OpenAI isimli yapay zekâ şirketi "Sora" markalı video üretim teknolojisinin tanıtımını yaptı. Bu teknolojiyi anlatan birkaç video izledim. Dünyanın bambaşka bir yere gittiğini, öngörülmesi çok güç hatta imkânsız bir geleceğin çok yakınımızda olduğunu gördüm. Açıkçası bu teknolojik gelişmeden dolayı sevinmemiz mi yoksa korkmamız mı gerektiğini bilemedim.

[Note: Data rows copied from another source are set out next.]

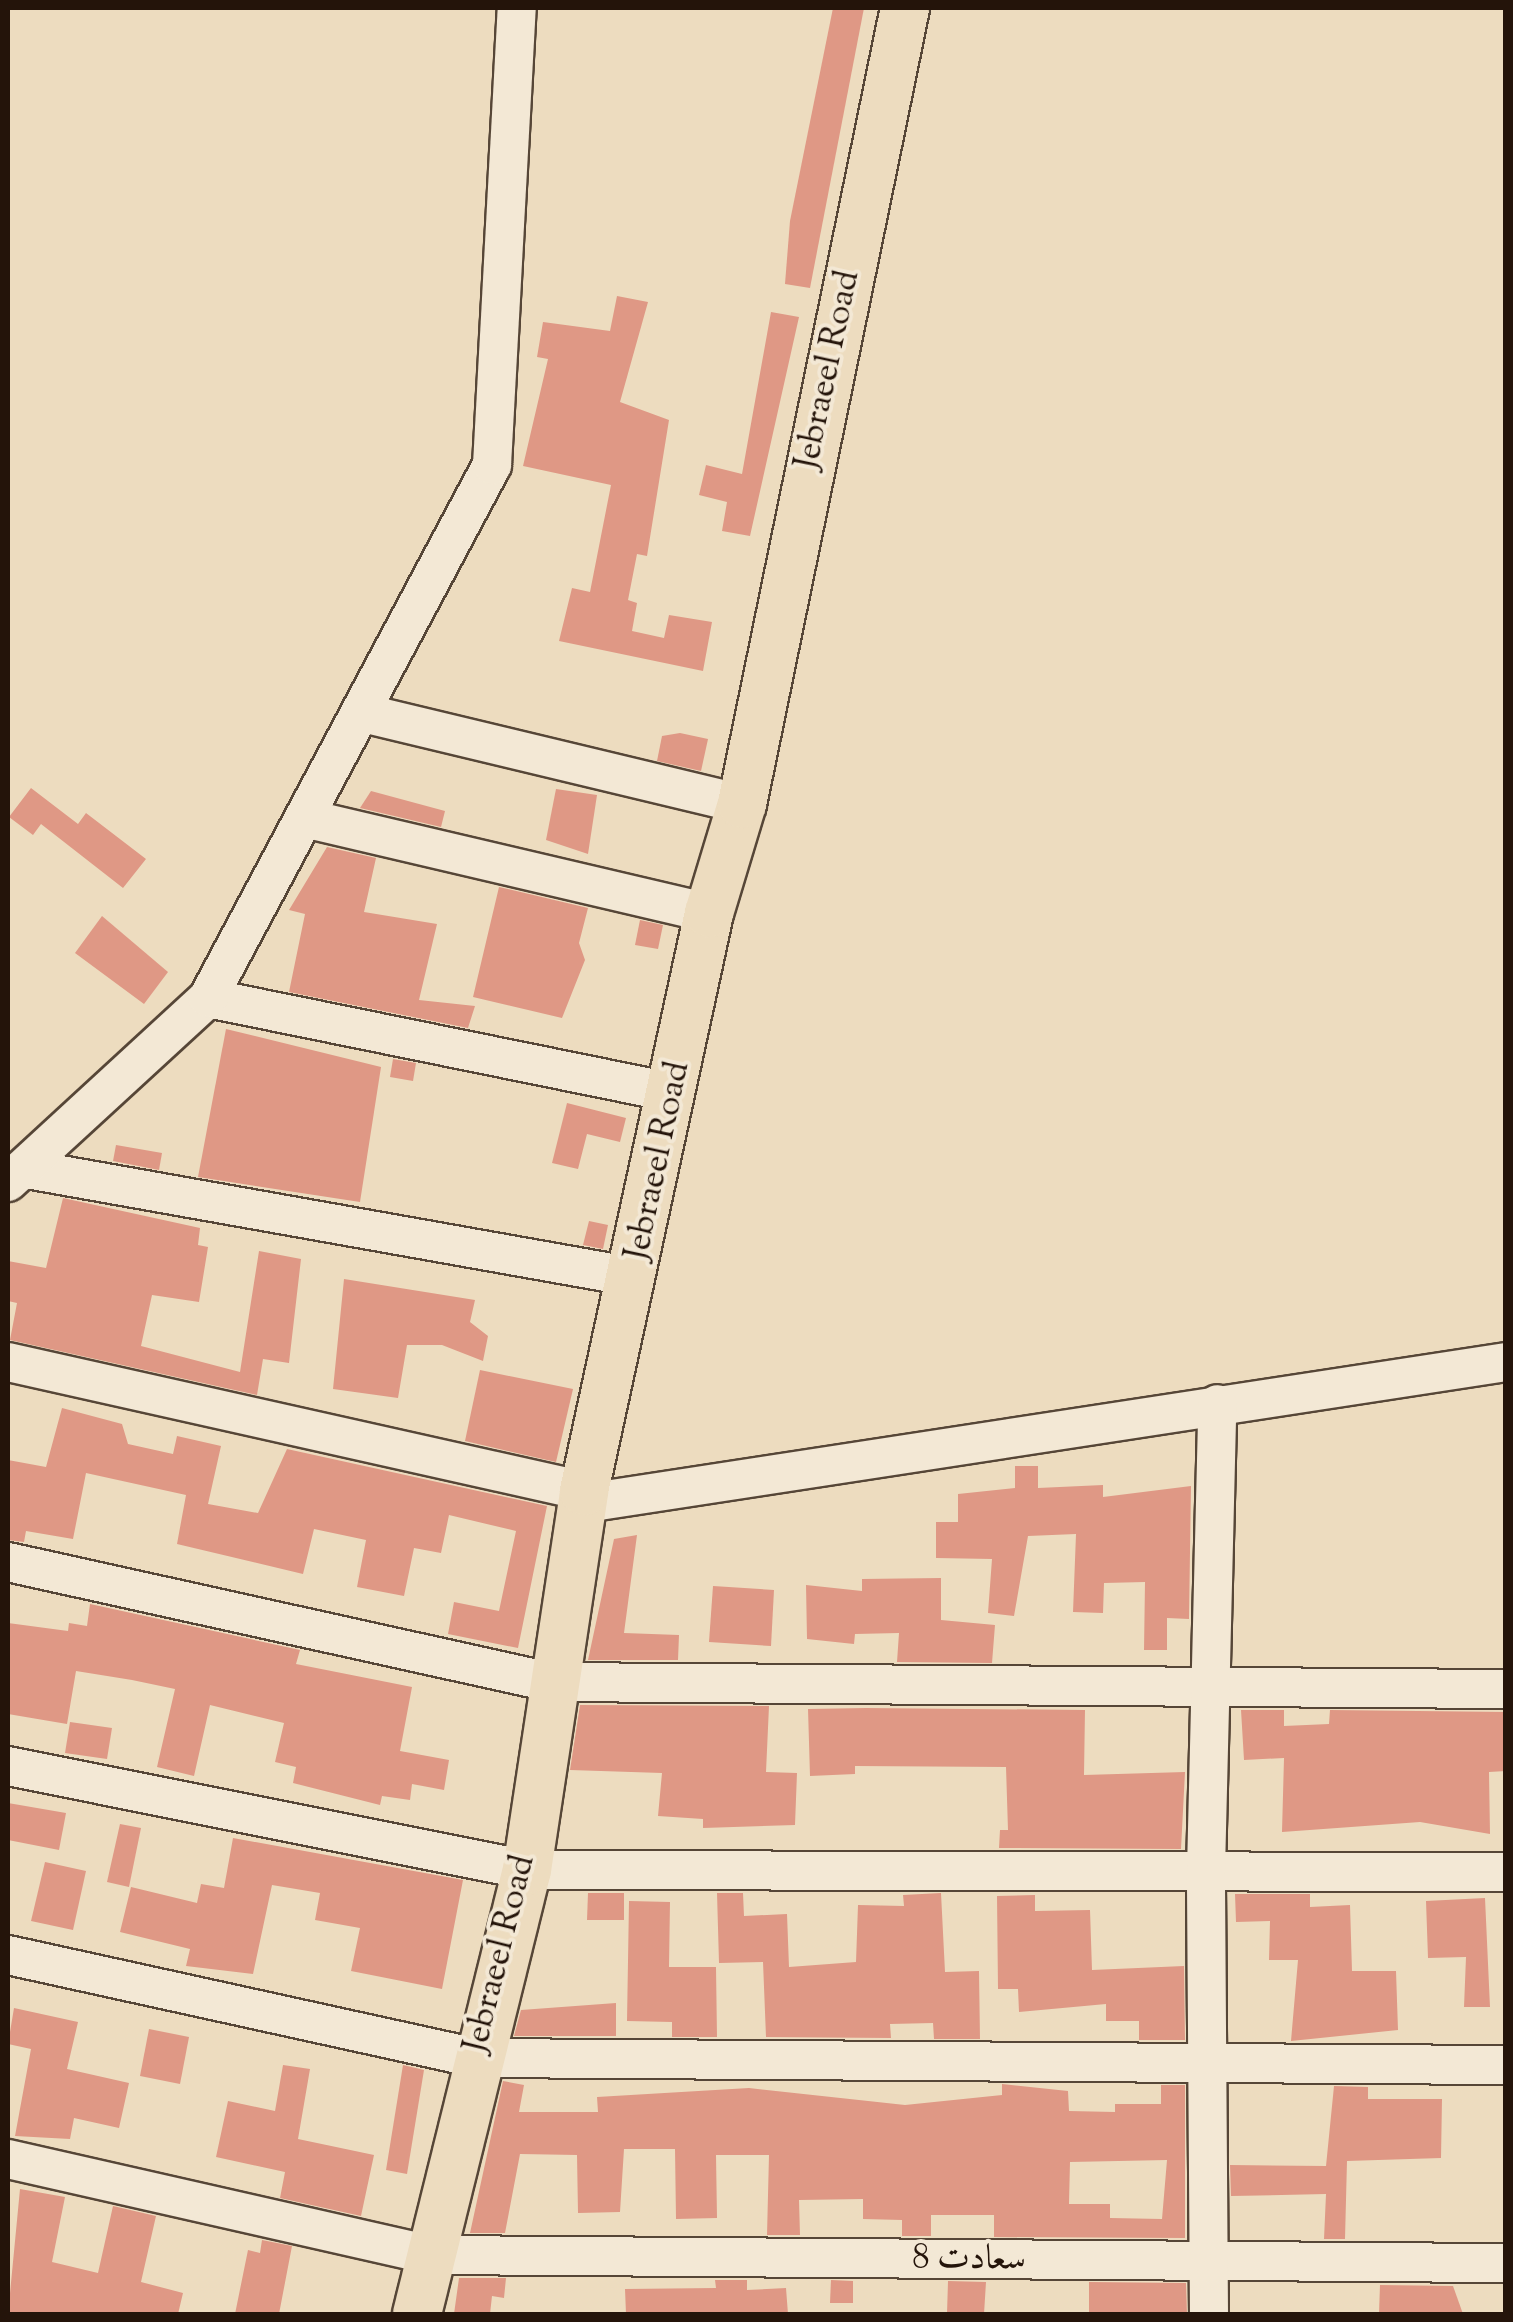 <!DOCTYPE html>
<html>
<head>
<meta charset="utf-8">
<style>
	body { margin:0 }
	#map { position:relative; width:1513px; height:2322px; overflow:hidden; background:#eddcbf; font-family:"Sorts Mill Goudy",Amiri,serif }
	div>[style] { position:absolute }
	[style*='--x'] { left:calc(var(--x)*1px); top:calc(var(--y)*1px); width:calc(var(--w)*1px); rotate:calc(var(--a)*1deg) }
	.building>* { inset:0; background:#df9885 }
	.roads { filter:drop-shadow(2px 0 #564637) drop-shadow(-2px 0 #564637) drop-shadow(0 2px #564637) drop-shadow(0 -2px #564637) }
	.minor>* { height:38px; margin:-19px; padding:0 19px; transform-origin:19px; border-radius:19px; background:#f3e8d5 }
	.major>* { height:48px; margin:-24px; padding:0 24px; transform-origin:24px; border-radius:24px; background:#eddcbf }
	span { translate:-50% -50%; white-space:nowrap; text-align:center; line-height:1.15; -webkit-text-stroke:8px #f3e8d5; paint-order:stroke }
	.street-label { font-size:35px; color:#24140a }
	.frame { position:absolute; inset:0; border:10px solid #24140a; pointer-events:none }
</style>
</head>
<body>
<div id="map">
	<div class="building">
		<div style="clip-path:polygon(833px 8px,864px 8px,810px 288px,785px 284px,790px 221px)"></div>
		<div style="clip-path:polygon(617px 296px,648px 302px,620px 402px,669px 420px,647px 556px,637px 554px,628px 600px,637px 603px,632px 631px,664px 638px,669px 615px,712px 622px,703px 671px,559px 641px,572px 588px,590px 592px,611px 485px,523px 466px,548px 359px,537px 357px,543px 322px,610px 331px)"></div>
		<div style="clip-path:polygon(771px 312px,799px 317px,750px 536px,722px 531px,727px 502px,699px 495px,706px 465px,742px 474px)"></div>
		<div style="clip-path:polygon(680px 733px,708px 739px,701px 771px,657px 761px,662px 736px)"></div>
		<div style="clip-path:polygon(31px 788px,78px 824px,86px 813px,146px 859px,123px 888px,41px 824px,33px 835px,9px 817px)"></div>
		<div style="clip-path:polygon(556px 789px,597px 795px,588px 854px,546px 840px)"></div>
		<div style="clip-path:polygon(371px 791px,445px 811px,441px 827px,360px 808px)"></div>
		<div style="clip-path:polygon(327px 847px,376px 858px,364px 912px,437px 924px,419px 1000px,475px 1006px,468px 1028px,289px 992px,305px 914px,289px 910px)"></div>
		<div style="clip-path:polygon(499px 887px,588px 908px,579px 943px,585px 960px,562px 1018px,473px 997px)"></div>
		<div style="clip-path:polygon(102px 916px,168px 972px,144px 1004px,75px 953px)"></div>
		<div style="clip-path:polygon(640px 920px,663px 925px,658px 949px,635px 945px)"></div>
		<div style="clip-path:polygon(226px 1029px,381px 1067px,360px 1202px,198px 1177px)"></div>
		<div style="clip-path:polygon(393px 1059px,416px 1063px,413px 1081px,390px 1077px)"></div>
		<div style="clip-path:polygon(567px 1103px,626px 1118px,620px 1142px,587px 1134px,578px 1169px,552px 1163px)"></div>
		<div style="clip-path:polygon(116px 1145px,162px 1153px,159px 1170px,113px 1161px)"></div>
		<div style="clip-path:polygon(63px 1198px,200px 1228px,198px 1245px,208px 1247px,199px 1302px,152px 1295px,141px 1346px,240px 1372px,259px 1251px,301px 1259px,289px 1363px,263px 1359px,257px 1395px,10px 1340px,17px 1303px,8px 1301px,8px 1261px,46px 1268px)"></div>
		<div style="clip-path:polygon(589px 1221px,608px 1225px,603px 1249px,583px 1245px)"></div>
		<div style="clip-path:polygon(344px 1279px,475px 1300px,470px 1322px,488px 1336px,483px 1361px,442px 1345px,407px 1345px,398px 1398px,333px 1389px)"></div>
		<div style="clip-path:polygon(480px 1370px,573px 1389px,556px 1462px,465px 1441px)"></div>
		<div style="clip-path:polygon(62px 1408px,122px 1424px,128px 1444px,173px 1454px,177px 1436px,221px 1446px,208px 1504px,258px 1513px,287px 1449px,547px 1506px,518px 1648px,448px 1634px,454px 1602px,499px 1611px,516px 1531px,449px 1515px,441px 1553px,414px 1548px,404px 1596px,357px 1587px,366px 1540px,314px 1529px,303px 1574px,177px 1544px,186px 1495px,86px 1473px,73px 1539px,26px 1531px,24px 1542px,8px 1540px,8px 1460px,46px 1467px)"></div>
		<div style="clip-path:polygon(1015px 1466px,1038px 1466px,1038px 1488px,1103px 1485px,1103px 1497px,1191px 1486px,1189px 1619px,1167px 1618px,1167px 1650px,1144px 1650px,1145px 1582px,1104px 1583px,1103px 1613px,1073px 1612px,1076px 1534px,1028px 1536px,1014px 1616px,988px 1613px,992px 1559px,936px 1558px,936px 1522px,958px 1522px,958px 1494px,1015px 1488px)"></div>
		<div style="clip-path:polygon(637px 1535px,624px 1633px,679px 1635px,678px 1660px,588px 1660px,614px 1539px)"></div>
		<div style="clip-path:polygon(941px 1578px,941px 1620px,995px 1625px,992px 1663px,897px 1662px,899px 1633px,855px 1634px,854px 1644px,807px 1639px,806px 1585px,862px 1591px,862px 1579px)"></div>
		<div style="clip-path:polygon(713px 1586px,774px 1590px,771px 1646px,709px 1642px)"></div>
		<div style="clip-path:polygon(90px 1604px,300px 1650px,296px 1664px,412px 1687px,400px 1751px,449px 1760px,444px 1790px,412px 1784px,410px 1800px,382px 1796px,380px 1805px,293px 1783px,296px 1767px,275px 1762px,284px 1723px,210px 1705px,194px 1776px,157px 1767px,175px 1689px,132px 1680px,76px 1671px,67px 1724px,8px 1714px,8px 1623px,68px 1631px,69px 1623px,87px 1626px)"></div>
		<div style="clip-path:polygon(580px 1705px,769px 1706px,766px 1772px,797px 1773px,795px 1825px,703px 1828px,703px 1819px,658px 1816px,662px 1773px,570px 1770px)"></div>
		<div style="clip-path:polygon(866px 1708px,1085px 1710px,1084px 1775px,1185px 1772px,1181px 1849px,999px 1848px,1000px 1830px,1008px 1830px,1006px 1767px,855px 1766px,855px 1774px,810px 1776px,808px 1709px)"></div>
		<div style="clip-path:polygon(1241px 1710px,1284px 1710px,1284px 1726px,1329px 1724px,1330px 1710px,1506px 1712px,1506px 1771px,1489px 1772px,1490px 1834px,1420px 1822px,1282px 1832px,1284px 1758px,1244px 1760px)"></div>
		<div style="clip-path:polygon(70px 1722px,112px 1728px,107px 1759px,65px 1753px)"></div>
		<div style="clip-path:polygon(8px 1803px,66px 1813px,59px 1850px,8px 1840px)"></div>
		<div style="clip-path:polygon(120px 1824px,141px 1828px,129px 1887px,107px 1882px)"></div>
		<div style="clip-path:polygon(233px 1838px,463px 1880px,442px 1989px,351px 1971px,360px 1928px,315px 1920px,320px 1893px,272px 1885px,253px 1974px,186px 1966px,190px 1949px,120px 1932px,131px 1887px,197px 1903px,201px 1884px,224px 1888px)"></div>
		<div style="clip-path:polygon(45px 1862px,86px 1871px,73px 1930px,31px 1921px)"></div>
		<div style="clip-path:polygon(588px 1893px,624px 1893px,624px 1920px,587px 1920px)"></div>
		<div style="clip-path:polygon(717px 1893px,743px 1893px,744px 1916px,787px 1914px,789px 1967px,856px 1962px,858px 1905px,904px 1906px,903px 1895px,941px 1893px,945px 1972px,979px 1971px,980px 2039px,934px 2039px,933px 2023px,890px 2024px,891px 2038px,766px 2037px,763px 1962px,719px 1963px)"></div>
		<div style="clip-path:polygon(1235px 1894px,1310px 1894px,1310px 1907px,1350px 1905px,1352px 1971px,1396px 1971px,1398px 2030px,1291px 2041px,1298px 1960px,1269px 1960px,1270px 1921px,1236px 1922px)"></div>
		<div style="clip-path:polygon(1035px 1895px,1035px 1911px,1090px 1910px,1092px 1970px,1184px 1966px,1185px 2040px,1139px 2040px,1139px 2021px,1106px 2021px,1106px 2004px,1019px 2012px,1018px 1989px,998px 1989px,997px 1896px)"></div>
		<div style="clip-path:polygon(1485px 1898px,1490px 2007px,1464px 2007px,1466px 1957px,1428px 1958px,1426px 1901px)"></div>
		<div style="clip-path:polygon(629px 1901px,670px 1902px,669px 1967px,716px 1967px,717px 2037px,672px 2037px,672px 2022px,627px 2021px)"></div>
		<div style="clip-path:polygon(616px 2003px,616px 2036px,514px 2036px,521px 2010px)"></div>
		<div style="clip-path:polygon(14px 2008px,78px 2022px,67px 2069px,129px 2083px,119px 2128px,74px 2118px,70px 2139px,15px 2136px,31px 2049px,8px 2044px)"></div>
		<div style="clip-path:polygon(149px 2029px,189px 2037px,180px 2084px,140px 2076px)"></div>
		<div style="clip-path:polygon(283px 2065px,310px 2069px,298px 2139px,374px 2155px,361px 2216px,280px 2198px,285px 2172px,216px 2157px,228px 2101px,275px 2111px)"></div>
		<div style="clip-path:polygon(403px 2065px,424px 2070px,407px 2174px,386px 2170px)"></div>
		<div style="clip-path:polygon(evenodd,503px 2081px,524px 2085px,519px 2112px,598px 2112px,597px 2097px,749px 2088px,905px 2105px,1002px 2095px,1002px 2084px,1068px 2091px,1069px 2111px,1115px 2112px,1115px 2104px,1161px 2104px,1161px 2085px,1185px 2085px,1185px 2238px,994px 2237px,994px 2215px,931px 2215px,931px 2236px,902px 2236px,902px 2220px,863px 2219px,863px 2199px,799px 2200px,800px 2235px,767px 2235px,769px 2155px,716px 2155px,717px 2218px,676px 2219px,675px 2149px,624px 2149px,620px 2212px,578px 2213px,577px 2155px,520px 2154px,505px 2233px,470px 2233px,503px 2081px,1167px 2160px,1162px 2219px,1110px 2218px,1110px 2204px,1069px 2204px,1070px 2162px,1167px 2160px)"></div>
		<div style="clip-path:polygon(1334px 2086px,1368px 2087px,1368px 2099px,1442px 2099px,1441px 2158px,1347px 2161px,1345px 2239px,1324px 2239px,1326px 2194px,1231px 2196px,1230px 2165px,1326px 2166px)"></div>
		<div style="clip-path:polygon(20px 2189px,65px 2197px,52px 2262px,98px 2273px,113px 2206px,156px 2216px,141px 2282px,183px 2293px,178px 2314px,8px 2314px)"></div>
		<div style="clip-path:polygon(262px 2240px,292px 2246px,279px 2314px,235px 2314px,248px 2250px,260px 2253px)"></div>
		<div style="clip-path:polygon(459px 2278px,506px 2278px,504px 2298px,492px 2296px,490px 2314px,454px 2314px)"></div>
		<div style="clip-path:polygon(715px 2280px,747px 2280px,747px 2290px,786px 2288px,788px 2314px,626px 2314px,625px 2289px,716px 2288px)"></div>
		<div style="clip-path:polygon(853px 2281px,853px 2303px,830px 2303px,831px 2280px)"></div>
		<div style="clip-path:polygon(948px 2281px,986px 2282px,984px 2314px,947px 2314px)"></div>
		<div style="clip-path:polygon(1089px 2282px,1186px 2283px,1187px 2314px,1089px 2314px)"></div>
		<div style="clip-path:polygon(1380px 2285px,1453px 2286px,1463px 2314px,1379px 2314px)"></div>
	</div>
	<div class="roads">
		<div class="minor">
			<div style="--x:363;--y:713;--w:390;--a:13.5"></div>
			<div style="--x:304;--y:818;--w:416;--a:13.2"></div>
			<div style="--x:208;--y:998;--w:476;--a:11.5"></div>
			<div style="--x:27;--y:1169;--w:617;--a:10.09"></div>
			<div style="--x:8;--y:1182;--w:272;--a:-42.6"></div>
			<div style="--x:208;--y:998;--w:604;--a:-61.95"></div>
			<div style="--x:492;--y:465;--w:458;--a:-86.9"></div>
			<div style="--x:8;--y:1362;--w:590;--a:12.62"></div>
			<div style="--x:586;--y:1503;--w:931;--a:-8.71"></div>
			<div style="--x:8;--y:1562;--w:555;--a:12.48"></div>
			<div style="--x:550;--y:1682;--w:956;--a:0.42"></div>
			<div style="--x:8;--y:1766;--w:529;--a:11.33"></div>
			<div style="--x:527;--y:1870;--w:979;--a:0.12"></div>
			<div style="--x:8;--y:1955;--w:478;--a:12.4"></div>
			<div style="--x:475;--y:2058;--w:1031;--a:0.39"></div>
			<div style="--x:8;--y:2159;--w:435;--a:12.8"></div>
			<div style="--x:432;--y:2255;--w:1074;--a:0.43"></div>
			<div style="--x:1209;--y:2314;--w:444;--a:-90.4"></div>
			<div style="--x:1206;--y:1870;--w:466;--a:-88.6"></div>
		</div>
		<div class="major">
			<div style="--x:417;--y:2314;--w:457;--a:-76.1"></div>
			<div style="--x:527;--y:1870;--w:383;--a:-81.4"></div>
			<div style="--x:584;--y:1491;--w:591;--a:-77.8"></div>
			<div style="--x:709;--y:913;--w:114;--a:-73.2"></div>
			<div style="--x:742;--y:804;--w:813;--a:-78.43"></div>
		</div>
	</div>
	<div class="street-label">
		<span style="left:829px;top:370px;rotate:-78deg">Jebraeel Road</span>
		<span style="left:659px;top:1161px;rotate:-78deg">Jebraeel Road</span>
		<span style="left:501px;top:1954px;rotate:-76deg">Jebraeel Road</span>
		<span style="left:969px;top:2260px;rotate:1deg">سعادت 8</span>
	</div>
	<div class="frame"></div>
</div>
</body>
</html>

Bu yapay zekâ modeline verdiğiniz metin komutlarıyla, gerçekçi ve yaratıcı sahneler oluşturabiliyorsunuz. Ortaya çıkan videolar son derece gerçekçi, gördüğünüz olağandışı görüntülere bile inanabilirsiniz.
Üstelik sizin bir komutla yaptırdığınız bu videolar için ne oyuncu ne diğer nesneler ne senarist ve ne de yapımcı gerekiyor.
Aslında eskiden "görmeden inanmam" dediğiniz her şey için artık "görsem de inanmam" dedirtecek müthiş bir teknoloji bu.
İsterseniz İstanbul’da evinizde iken, Güney Amerika’da dansçılarla beraber dans ederken veya kutuplarda penguenler arasında çekilmiş videonuzu yaptırıp, sosyal medyada hava atabilirsiniz.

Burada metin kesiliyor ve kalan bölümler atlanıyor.